As Wax Future’s set came to a close, the fans packed in closer and closer to the stage. Next, Wisconsin’s Melvv took the stage.
Melvv, the 19-year-old DJ, introduced his set with an ethereal track that incorporated an EDM beat with filtered synths and minimal drums. As the song came to a close, the DJ pulled his flat brim hat down toward his eyes, gave a smirk and the rest of the set was filled with trap influences and catchy melodies. The crowd was a sea of hands, swaying to the beats, reacting to the few and far between comments from Melvv with intense uproars of admiration.
As Melvv took his final bow, many began to anticipate the arrival of Louis the Child, the production duo from Chicago.
Louis the Child is heavily known for their hit song, “It’s Strange.” The duo has garnered critical acclaim within the pop EDM genre, air time on radio stations like the BBC and KCRW, and they also have been placed on Snapchat’s 2016 “EDM Artists to Watch.” One thing is for sure, they did not leave the crowd disappointed.
The duo played an assortment of music, mostly EDM. Some notable songs were “It’s Strange, Ridin’ Around” by Oshi and “Down for Whatever” by Imad Royal. The upbeat tunes, dirty drops and memorable melodies infected the crowd at every transition. Whenever a new song began, the crowd would erupt with screams and applause. The two DJs were enjoying their moment in the limelight as well, their energy seldom ceased as they would jump up and off of their DJ table throughout the set.
By the time Louis the Child’s set was finished, the Electric Factory was at capacity. The smokey stage was illuminated with blue light as Big Gigantic’s crew prepped the stage for the two artists. As the members emerged from the blue smoke, the crowd erupted and it began.
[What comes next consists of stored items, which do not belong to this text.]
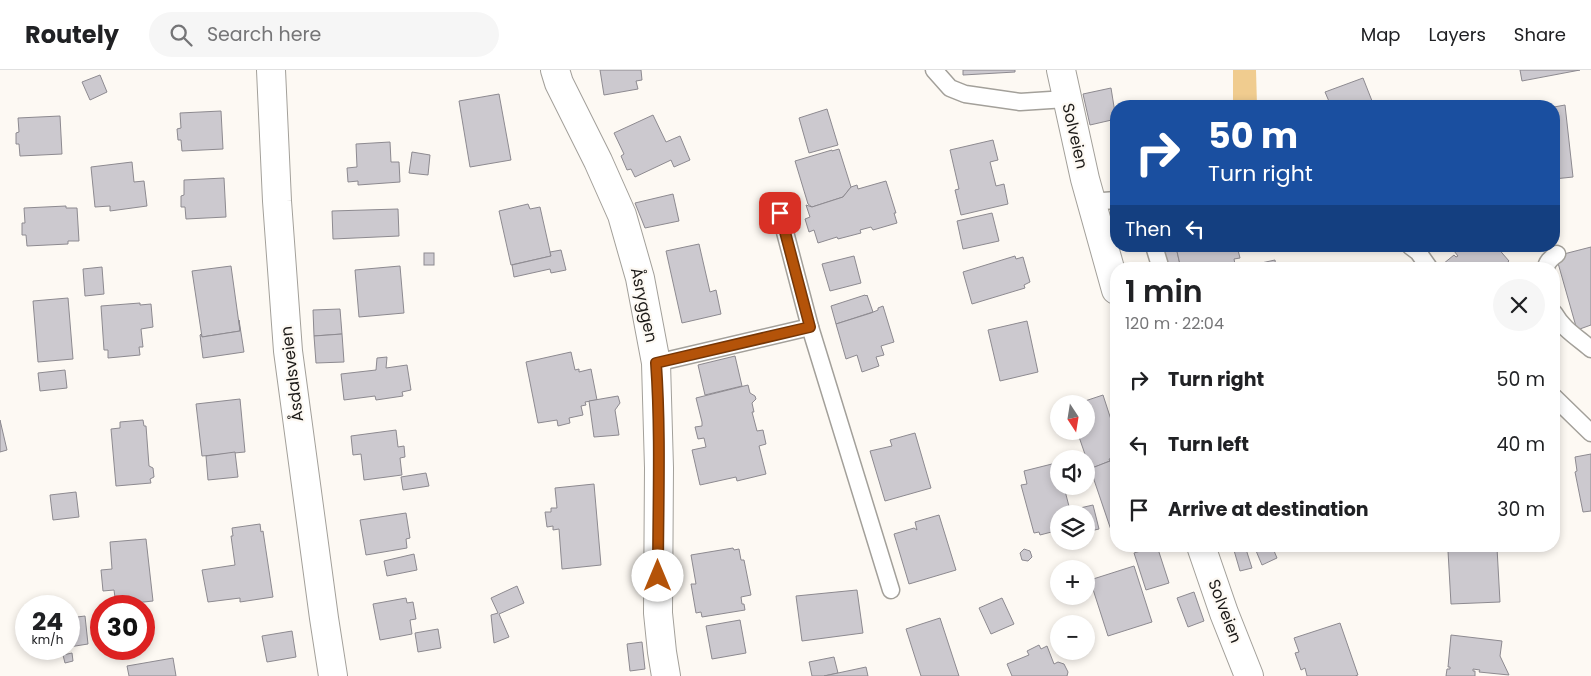 <!DOCTYPE html>
<html lang="en">
<head>
<meta charset="utf-8">
<style>
	:root { --surface:#fff; --page:#f6f6f6; --text:#202124; --muted:#757577; --line:#e0e0e0 }
	body { margin:0; font-family:Poppins,sans-serif; background:var(--page); color:var(--text); height:100vh; display:flex; flex-direction:column; font-size:19px; white-space:nowrap }
	* { box-sizing:border-box; margin:0 }
	p { font-size:16px; color:var(--muted) }
	.icon { flex:none; width:28px; height:28px; fill:none; stroke:currentColor; stroke-width:2; stroke-linecap:round; stroke-linejoin:round }
	.map { position:relative; flex:1; overflow:hidden }
	.side { position:absolute; left:1110px; top:192px; width:450px; height:290px; display:flex; flex-direction:column; background:var(--surface); border-radius:20px; box-shadow:0 2px 8px #0003 }
	.side>* { flex:none }
	.top-card { position:absolute; left:1110px; top:30px; width:450px; height:152px; border-radius:20px; box-shadow:0 2px 8px #0003; background:#1a4fa0; color:#fff; overflow:hidden }
	.needle { width:32px; rotate:168deg }
	.fabs { position:absolute; left:1050px; top:325px; display:grid; gap:10px }
	.fabs a { display:grid; place-items:center; width:45px; height:45px; border-radius:50%; background:var(--surface); box-shadow:0 2px 8px #0003; font-size:25px }
	.speed { position:absolute; left:15px; top:525px; display:flex; gap:10px; font-size:25px; font-weight:700; text-align:center }
	.speed>* { display:grid; place-content:center; width:65px; height:65px; border-radius:50%; background:var(--surface); box-shadow:0 2px 8px #0003; line-height:1 }
	.speed small { font-size:12px; font-weight:400 }
	.speed .limit { border:8px solid #d22; background:#fff; color:#111 }
	.pin { position:absolute; display:grid; place-items:center; width:42px; height:42px; color:#fff; margin:-21px; border-radius:10px; box-shadow:0 2px 8px #0006 }
	.me { position:absolute; width:55px; margin:-28px; rotate:0deg; stroke-linejoin:round; filter:drop-shadow(0 0 4px #0008) }
	.turn { display:flex; align-items:center; gap:18px; height:105px; padding:0 15px; font-size:22px }
	.turn .icon { width:65px; height:65px; stroke-width:2.5 }
	.turn b { display:block; font-size:35px; line-height:42px }
	.then { display:flex; align-items:center; height:48px; padding:0 15px; background:#0003; gap:10px; font-size:19px }
	.round { display:grid; place-items:center; flex:none; width:52px; height:52px; border-radius:26px; background:var(--page) }
	.headline { display:flex; align-items:center; justify-content:space-between; height:85px; padding:0 15px }
	h1 { font-size:30px; font-weight:600; line-height:38px }
	ul { padding:0; list-style:none }
	li { display:flex; align-items:center; gap:15px; height:65px; padding:0 15px }
	li div { flex:1 }
	li b { display:block; font-size:19px }
	li em { font-style:normal }
	header { display:flex; align-items:center; gap:30px; box-sizing:border-box; height:70px; padding:0 25px; background:var(--surface); border-bottom:1px solid var(--line) }
	header strong { font-size:24px }
	nav { display:flex; gap:28px; margin-inline-start:auto; font-size:18px }
	.search { width:350px; height:45px; background:var(--page); display:flex; align-items:center; gap:12px; box-sizing:border-box; padding:0 18px; border-radius:28px; color:var(--muted); font-size:19px }
	.map>svg:first-child { display:block }
	.garden { fill:#f0cc8f }
	.building { fill:#ccc9cf; stroke:#8d8a90 }
	.lines { fill:none; stroke-linecap:round; stroke-linejoin:round }
	.lane-casing { stroke:#a3a09a; stroke-width:19 }
	.street-casing { stroke:#a3a09a; stroke-width:30 }
	.lane { stroke:#fff; stroke-width:16 }
	.street { stroke:#fff; stroke-width:28 }
	.route-casing { stroke:#753606; stroke-width:12 }
	.route { stroke:#b45309; stroke-width:9 }
	.labels { text-anchor:middle; dominant-baseline:central; stroke-width:4.5; stroke-linejoin:round; paint-order:stroke }
	.street-label { font-size:16px; fill:#1c1a18; stroke:#fdf9f3 }
</style>
</head>
<body>
<header>
<strong>Routely</strong>
<div class="search"><svg class="icon" aria-label="search" viewBox="0 0 24 24"><circle cx="10" cy="10" r="6"/><path d="M15 15l6 6"/></svg>Search here</div>
<nav><a>Map</a><a>Layers</a><a>Share</a></nav>
</header>
<div class="map">
<svg width="1591" height="606" viewBox="0 0 1591 606">
	<rect width="100%" height="100%" fill="#fdf9f3"/>
	<polygon class="garden" points="1233,0 1256,0 1257,36 1233,36"/>
	<g class="building">
		<polygon points="600,0 641,0 642,10 636,11 638,19 604,25"/>
		<polygon points="963,0 1015,0 1015,2 963,5"/>
		<polygon points="1520,0 1580,0 1522,11"/>
		<polygon points="100,5 107,22 90,30 82,12"/>
		<polygon points="1363,8 1374,36 1331,36 1325,22"/>
		<polygon points="1111,18 1116,49 1090,55 1083,24"/>
		<polygon points="499,24 511,90 470,97 459,31"/>
		<polygon points="1565,35 1573,107 1554,109 1554,37"/>
		<polygon points="827,39 838,75 809,83 799,48"/>
		<polygon points="221,41 223,79 182,81 181,70 178,70 177,59 181,58 180,43"/>
		<polygon points="653,45 666,72 680,66 690,90 674,97 671,90 635,107 631,99 627,100 621,86 624,84 614,63"/>
		<polygon points="60,46 62,84 20,86 19,74 16,74 16,63 19,62 18,48"/>
		<polygon points="993,70 998,90 990,92 996,116 1004,114 1008,134 961,145 955,120 959,119 950,80"/>
		<polygon points="390,72 391,92 399,92 400,112 358,115 358,111 348,112 347,98 357,97 356,74"/>
		<polygon points="839,79 851,117 843,127 812,137 808,134 795,91 832,80 832,81"/>
		<polygon points="412,82 430,85 428,105 409,103"/>
		<polygon points="132,92 134,112 144,111 147,136 110,141 110,136 95,137 91,97"/>
		<polygon points="224,108 226,147 186,149 185,137 181,137 181,126 184,125 184,110"/>
		<polygon points="886,111 896,143 894,143 897,153 873,160 871,157 860,160 861,163 838,169 837,167 818,173 814,160 809,162 805,149 810,147 806,135 812,137 843,127 851,117 857,115 858,119"/>
		<polygon points="673,124 679,151 645,158 635,133"/>
		<polygon points="528,134 530,139 540,137 551,186 511,195 499,141"/>
		<polygon points="66,136 66,138 77,138 79,171 68,171 68,174 27,176 26,165 22,165 22,153 25,153 24,138"/>
		<polygon points="398,139 399,166 333,169 332,141"/>
		<polygon points="992,143 999,171 963,179 957,151"/>
		<polygon points="699,174 710,222 716,220 721,244 682,253 666,181"/>
		<polygon points="1161,176 1178,176 1176,177 1181,199 1168,199"/>
		<polygon points="1237,176 1240,188 1234,189 1236,199 1181,199 1176,177"/>
		<polygon points="1450,176 1486,176 1488,179 1491,176 1496,176 1509,191 1500,199 1488,199 1486,197 1484,199 1447,199 1443,194 1454,185 1456,187 1458,186"/>
		<polygon points="1591,177 1591,255 1577,260 1556,186"/>
		<polygon points="561,180 566,200 551,203 550,199 514,207 512,195 551,186 550,182"/>
		<rect x="424" y="183" width="10" height="12"/>
		<polygon points="854,186 861,213 830,221 822,194"/>
		<polygon points="1015,186 1016,189 1023,187 1030,212 1024,215 1025,218 972,234 963,202"/>
		<polygon points="1275,190 1276,199 1253,199 1252,195"/>
		<polygon points="231,196 240,261 202,267 192,201"/>
		<polygon points="400,196 404,243 359,247 355,200"/>
		<polygon points="102,197 104,224 85,226 83,199"/>
		<polygon points="865,225 866,226 867,225 873,242 836,254 831,236"/>
		<polygon points="68,228 73,289 38,292 33,231"/>
		<polygon points="140,233 140,235 151,234 153,257 141,259 143,277 139,277 140,285 108,288 108,280 104,280 101,236"/>
		<polygon points="883,236 894,272 881,276 884,285 876,287 879,296 862,302 857,285 846,289 836,254 871,243 878,240 878,238"/>
		<polygon points="340,239 342,264 314,266 313,240"/>
		<polygon points="239,250 244,282 203,288 200,265 201,264 202,267 240,261"/>
		<polygon points="1027,251 1038,302 1000,311 988,260"/>
		<polygon points="342,264 344,292 316,293 314,266"/>
		<polygon points="571,282 575,300 579,299 579,302 591,299 597,330 585,332 586,335 581,336 583,345 569,348 570,353 558,356 557,350 538,353 526,292"/>
		<polygon points="735,286 742,316 705,325 698,295"/>
		<polygon points="387,287 386,298 407,295 411,320 402,322 403,326 376,330 375,326 344,330 341,304 376,300 377,288"/>
		<polygon points="65,300 67,318 40,321 38,303"/>
		<polygon points="748,315 750,323 755,326 756,329 752,333 754,342 752,342 757,361 763,360 766,374 759,376 766,404 737,411 736,407 700,415 692,380 706,377 704,368 698,369 695,357 702,356 702,352 696,328"/>
		<polygon points="1103,325 1116,365 1116,387 1109,389 1110,391 1092,398 1091,395 1089,396 1077,361 1086,361 1086,334 1076,334"/>
		<polygon points="618,326 620,333 615,340 619,365 594,367 589,331"/>
		<polygon points="240,329 245,382 202,386 196,334"/>
		<polygon points="0,350 7,380 0,382"/>
		<polygon points="143,350 144,356 146,356 149,396 153,398 154,407 150,409 151,413 116,416 111,359 120,358 120,352"/>
		<polygon points="396,360 398,377 404,376 405,387 400,388 402,405 364,410 361,384 353,385 351,366"/>
		<polygon points="915,363 931,418 885,431 870,381 892,376 890,370"/>
		<polygon points="235,382 238,407 208,410 206,386"/>
		<polygon points="1591,384 1591,441 1583,442 1575,402 1577,401 1575,387"/>
		<polygon points="1110,391 1111,394 1116,392 1116,459 1111,460 1091,401 1093,400 1092,398"/>
		<polygon points="1056,393 1059,403 1059,416 1064,417 1071,444 1059,444 1059,460 1040,465 1039,462 1034,463 1021,415 1027,414 1024,401"/>
		<polygon points="426,403 429,416 403,420 401,407"/>
		<polygon points="594,414 601,495 562,499 559,459 553,460 553,456 547,457 545,442 551,442 551,438 557,438 555,418"/>
		<polygon points="76,422 79,447 53,450 50,425"/>
		<polygon points="1093,435 1099,459 1086,462 1086,444 1079,443 1080,438"/>
		<polygon points="406,443 410,468 406,469 407,478 366,485 360,450"/>
		<polygon points="939,445 956,500 909,514 894,464 914,458 917,460 915,452"/>
		<polygon points="260,454 261,462 263,461 273,527 240,532 240,528 208,532 202,500 235,495 231,466 233,466 232,458"/>
		<polygon points="146,469 153,531 116,535 114,520 103,521 101,500 112,499 110,472"/>
		<polygon points="1157,476 1169,513 1146,520 1134,483"/>
		<polygon points="1237,476 1245,476 1252,498 1240,501 1233,477"/>
		<polygon points="1254,476 1272,476 1277,488 1262,495"/>
		<polygon points="733,478 734,480 739,479 741,490 744,490 751,525 741,527 742,534 744,534 745,540 702,547 701,542 696,543 691,514 696,514 691,485"/>
		<polygon points="1497,478 1500,532 1451,534 1448,481"/>
		<polygon points="1024,479 1030,481 1032,487 1028,491 1022,490 1020,483"/>
		<polygon points="414,484 417,500 387,506 384,491"/>
		<polygon points="1134,496 1152,552 1108,566 1090,510"/>
		<polygon points="517,516 524,533 499,544 509,567 494,573 491,545 498,543 491,528"/>
		<polygon points="857,520 863,563 802,571 796,526"/>
		<polygon points="1194,522 1204,551 1188,557 1177,528"/>
		<polygon points="406,528 407,533 413,532 416,549 410,550 412,564 380,570 373,534"/>
		<polygon points="1002,528 1014,554 991,564 979,538"/>
		<polygon points="85,546 88,574 69,577 69,548"/>
		<polygon points="940,548 959,606 921,606 906,559"/>
		<polygon points="740,550 746,583 712,589 706,556"/>
		<polygon points="1340,553 1358,605 1355,606 1307,606 1305,598 1301,600 1295,583 1299,582 1294,568"/>
		<polygon points="438,559 441,578 418,582 415,563"/>
		<polygon points="292,561 296,587 267,592 262,566"/>
		<polygon points="1451,565 1502,571 1500,586 1509,605 1479,602 1480,600 1473,599 1473,601 1475,601 1475,606 1446,606 1447,599 1450,599 1450,597 1448,597"/>
		<polygon points="642,572 645,599 630,601 627,574"/>
		<polygon points="1039,575 1041,579 1047,576 1054,594 1058,592 1064,594 1068,602 1067,606 1012,606 1007,594 1029,585 1027,581"/>
		<polygon points="72,583 73,591 65,593 63,585"/>
		<polygon points="834,587 838,603 824,606 812,606 809,592"/>
		<polygon points="173,588 176,606 129,606 127,596"/>
		<polygon points="866,597 868,606 824,606"/>
	</g>
	<g class="lines">
		<defs>
			<g id="lane">
				<polyline points="934,0 950,18 965,24 1020,32 1066,29"/>
				<polyline points="1090,132 1116,130"/>
				<polyline points="1154,176 1161,199"/>
				<polyline points="1410,176 1418,182 1430,199"/>
				<path d="M1546 199C1546 192 1551 188 1557 184"/>
				<path d="M1554 243C1563 259 1577 267 1591 279"/>
				<polyline points="810,257 891,520"/>
				<polyline points="656,293 810,257 780,143"/>
				<polyline points="1554,327 1591,363"/>
			</g>
			<g id="street">
				<polyline points="271,0 277,131 288,281 324,548 333,606"/>
				<polyline points="555,0 559,13 598,91 622,145 640,208 656,293 659,398 658,543 662,582 666,606"/>
				<polyline points="1061,0 1085,109 1116,220"/>
				<polyline points="1201,476 1224,543 1249,606"/>
			</g>
		</defs>
		<use href="#lane" class="lane-casing"/>
		<use href="#street" class="street-casing"/>
		<use href="#lane" class="lane"/>
		<use href="#street" class="street"/>
	</g>
	<g class="lines">
		<defs>
			<path id="route" d="M658 506C658 435 661 364 656 293L810 257 780 143"/>
		</defs>
		<use href="#route" class="route-casing"/>
		<use href="#route" class="route"/>
	</g>
	<g class="labels">
		<g class="street-label">
			<text transform="translate(1075 66) rotate(77)">Solveien</text>
			<text transform="translate(644 235) rotate(78)">Åsryggen</text>
			<text transform="translate(292 304) rotate(-97)">Åsdalsveien</text>
			<text transform="translate(1225 541) rotate(69)">Solveien</text>
		</g>
	</g>
</svg>
<div class="fabs">
<a><svg class="needle" viewBox="-14 -14 28 28"><path d="M0-13l5 13h-10z" fill="#e53935"/><path d="M0 13l5-13h-10z" fill="#757577"/></svg></a>
<a><svg class="icon" aria-label="sound" viewBox="0 0 24 24"><path d="M4 9h4l5-4v14l-5-4H4zM17 9q2 3 0 6"/></svg></a>
<a><svg class="icon" aria-label="layers" viewBox="0 0 24 24"><path d="M12 4l9 5-9 5-9-5zM3 14l9 5 9-5"/></svg></a>
<a>+</a>
<a>−</a>
</div>
<div class="speed"><div>24<small>km/h</small></div><div class="limit">30</div></div>
<div class="pin" style="left:780px;top:143px;background:#d93025"><svg class="icon" aria-label="arrive" viewBox="0 0 24 24"><path d="M6 21V4h12l-3 4 3 4H6"/></svg></div>
<svg class="me" style="left:658px;top:506px" viewBox="-20 -20 40 40"><circle r="19" fill="#fff"/><path d="M0-13L10 11 0 6-10 11z" fill="#b45309"/></svg>
<div class="top-card">
<div class="turn"><svg class="icon" aria-label="right" viewBox="0 0 24 24"><path d="M7 20v-9h11M14 6l5 5-5 5"/></svg><div><b>50 m</b>Turn right</div></div>
<div class="then">Then<svg class="icon" aria-label="left" viewBox="0 0 24 24"><path d="M17 20v-9H6M10 6l-5 5 5 5"/></svg></div>
</div>
<section class="side">
<div class="headline"><div><h1>1 min</h1><p>120 m · 22:04</p></div><a class="round"><svg class="icon" aria-label="close" viewBox="0 0 24 24"><path d="M6 6l12 12M18 6L6 18"/></svg></a></div>
<ul>
<li><svg class="icon" aria-label="right" viewBox="0 0 24 24"><path d="M7 20v-9h11M14 6l5 5-5 5"/></svg><div><b>Turn right</b></div><em>50 m</em></li>
<li><svg class="icon" aria-label="left" viewBox="0 0 24 24"><path d="M17 20v-9H6M10 6l-5 5 5 5"/></svg><div><b>Turn left</b></div><em>40 m</em></li>
<li><svg class="icon" aria-label="arrive" viewBox="0 0 24 24"><path d="M6 21V4h12l-3 4 3 4H6"/></svg><div><b>Arrive at destination</b></div><em>30 m</em></li>
</ul>
</section>
</div>
</body>
</html>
The artists came out of the gate at full speed, playing a remix of Major Lazer’s 2015 single “Wave (feat. Kalis Uchis).” The two performers burst with energy. The drummer encouraged the audience to clap along while playing upright. Directly to his left, the saxophonist controlled the DJ board while playing beautiful, modern sax chords. The two were completely in their element, smiling throughout the set, always making sure to communicate with the crowd. The duo had the crowd in the palm of their hand, playing nostalgic songs like “Teach Me How to Dougie” and “I Gotta Go.” It was evident in their control of the crowd that this Colorado crew was born to perform.
The only upset in Big Gigantic’s set was the appearance of recorded drums throughout their set. Little to no audio was audible from the drummer’s performance as you moved toward the back of the venue. The drummer would incorporate intricate fills into the arrangement but the only audible drums sounded electronic and pre recorded. The live drums were not completely inaudible, there were moments of snare hits and crashes. However, the majority of what the audience heard did not match up with what was being performed.
Big Gigantic will return to Philadelphia for Camp Bisco in mid July with various other artists.